Spot each line in the records below where the word "legend" occurs, then copy it.

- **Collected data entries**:

• • • •

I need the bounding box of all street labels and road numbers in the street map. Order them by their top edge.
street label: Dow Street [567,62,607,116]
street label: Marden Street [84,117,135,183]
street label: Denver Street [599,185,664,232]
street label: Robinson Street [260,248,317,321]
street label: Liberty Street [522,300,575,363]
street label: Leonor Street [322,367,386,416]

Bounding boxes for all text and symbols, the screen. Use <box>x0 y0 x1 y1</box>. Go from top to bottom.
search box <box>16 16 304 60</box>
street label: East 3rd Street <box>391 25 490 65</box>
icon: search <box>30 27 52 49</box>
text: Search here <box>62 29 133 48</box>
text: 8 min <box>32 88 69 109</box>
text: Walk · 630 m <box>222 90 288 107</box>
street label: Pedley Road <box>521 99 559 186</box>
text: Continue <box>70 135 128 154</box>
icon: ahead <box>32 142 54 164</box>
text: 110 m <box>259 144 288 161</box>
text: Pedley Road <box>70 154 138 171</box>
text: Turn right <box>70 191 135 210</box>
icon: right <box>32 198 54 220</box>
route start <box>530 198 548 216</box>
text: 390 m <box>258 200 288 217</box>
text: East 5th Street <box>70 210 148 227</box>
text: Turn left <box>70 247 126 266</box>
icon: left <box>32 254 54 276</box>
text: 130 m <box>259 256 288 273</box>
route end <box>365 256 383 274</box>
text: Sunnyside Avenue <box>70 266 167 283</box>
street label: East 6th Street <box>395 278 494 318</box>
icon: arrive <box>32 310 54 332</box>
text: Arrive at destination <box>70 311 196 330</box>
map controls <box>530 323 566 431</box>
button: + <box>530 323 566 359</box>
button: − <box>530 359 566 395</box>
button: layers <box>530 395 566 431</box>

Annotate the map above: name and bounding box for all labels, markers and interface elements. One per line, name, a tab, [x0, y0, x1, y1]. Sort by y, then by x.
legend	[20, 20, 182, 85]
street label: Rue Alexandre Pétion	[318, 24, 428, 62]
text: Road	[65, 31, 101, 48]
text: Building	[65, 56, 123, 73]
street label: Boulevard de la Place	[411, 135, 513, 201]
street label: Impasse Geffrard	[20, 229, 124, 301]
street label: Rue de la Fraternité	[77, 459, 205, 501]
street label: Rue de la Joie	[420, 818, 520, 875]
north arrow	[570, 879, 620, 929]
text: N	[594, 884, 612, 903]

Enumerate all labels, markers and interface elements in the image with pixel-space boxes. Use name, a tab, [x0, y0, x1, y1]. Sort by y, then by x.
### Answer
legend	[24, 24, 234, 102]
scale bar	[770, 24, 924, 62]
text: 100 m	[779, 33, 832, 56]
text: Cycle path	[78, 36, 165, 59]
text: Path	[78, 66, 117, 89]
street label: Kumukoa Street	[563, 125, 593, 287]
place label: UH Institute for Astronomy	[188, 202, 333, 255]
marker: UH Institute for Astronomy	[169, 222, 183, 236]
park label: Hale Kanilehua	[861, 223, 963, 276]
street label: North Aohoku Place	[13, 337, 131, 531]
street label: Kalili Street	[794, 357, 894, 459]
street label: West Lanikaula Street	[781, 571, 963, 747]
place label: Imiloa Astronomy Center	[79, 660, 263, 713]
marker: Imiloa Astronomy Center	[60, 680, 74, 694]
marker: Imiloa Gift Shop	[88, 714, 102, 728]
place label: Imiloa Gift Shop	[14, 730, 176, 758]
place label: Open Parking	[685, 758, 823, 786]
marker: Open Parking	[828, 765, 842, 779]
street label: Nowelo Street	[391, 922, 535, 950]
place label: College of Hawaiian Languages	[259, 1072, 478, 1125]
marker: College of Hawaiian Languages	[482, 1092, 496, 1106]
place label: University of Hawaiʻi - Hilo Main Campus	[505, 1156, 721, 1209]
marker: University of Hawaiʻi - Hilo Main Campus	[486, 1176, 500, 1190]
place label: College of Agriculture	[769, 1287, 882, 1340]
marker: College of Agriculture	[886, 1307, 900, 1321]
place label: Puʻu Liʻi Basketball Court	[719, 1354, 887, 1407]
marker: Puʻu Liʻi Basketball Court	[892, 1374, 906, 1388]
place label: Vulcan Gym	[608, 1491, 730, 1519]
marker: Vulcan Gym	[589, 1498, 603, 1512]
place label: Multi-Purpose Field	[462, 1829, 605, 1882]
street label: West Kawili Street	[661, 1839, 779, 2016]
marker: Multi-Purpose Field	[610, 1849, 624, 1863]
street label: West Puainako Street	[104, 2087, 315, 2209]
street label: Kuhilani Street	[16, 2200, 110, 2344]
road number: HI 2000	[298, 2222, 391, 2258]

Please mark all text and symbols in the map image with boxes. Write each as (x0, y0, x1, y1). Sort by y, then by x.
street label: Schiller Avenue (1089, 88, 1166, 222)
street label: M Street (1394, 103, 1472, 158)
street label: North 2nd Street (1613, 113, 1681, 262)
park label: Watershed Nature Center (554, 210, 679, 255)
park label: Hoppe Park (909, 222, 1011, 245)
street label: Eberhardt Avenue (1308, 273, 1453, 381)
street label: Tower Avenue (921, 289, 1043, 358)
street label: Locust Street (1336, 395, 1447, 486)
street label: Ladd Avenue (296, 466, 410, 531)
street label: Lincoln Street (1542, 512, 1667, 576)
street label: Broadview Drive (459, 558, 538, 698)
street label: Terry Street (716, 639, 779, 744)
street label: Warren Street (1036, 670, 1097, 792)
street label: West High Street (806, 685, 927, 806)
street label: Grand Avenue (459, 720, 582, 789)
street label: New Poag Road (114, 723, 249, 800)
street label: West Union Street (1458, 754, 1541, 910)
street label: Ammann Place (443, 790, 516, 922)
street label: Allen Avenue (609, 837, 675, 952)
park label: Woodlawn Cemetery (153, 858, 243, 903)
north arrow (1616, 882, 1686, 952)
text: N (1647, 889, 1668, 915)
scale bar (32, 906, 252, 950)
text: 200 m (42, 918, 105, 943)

• • • •

- **TASK OUTPUT**:
legend	[20, 20, 182, 85]
legend	[24, 24, 234, 102]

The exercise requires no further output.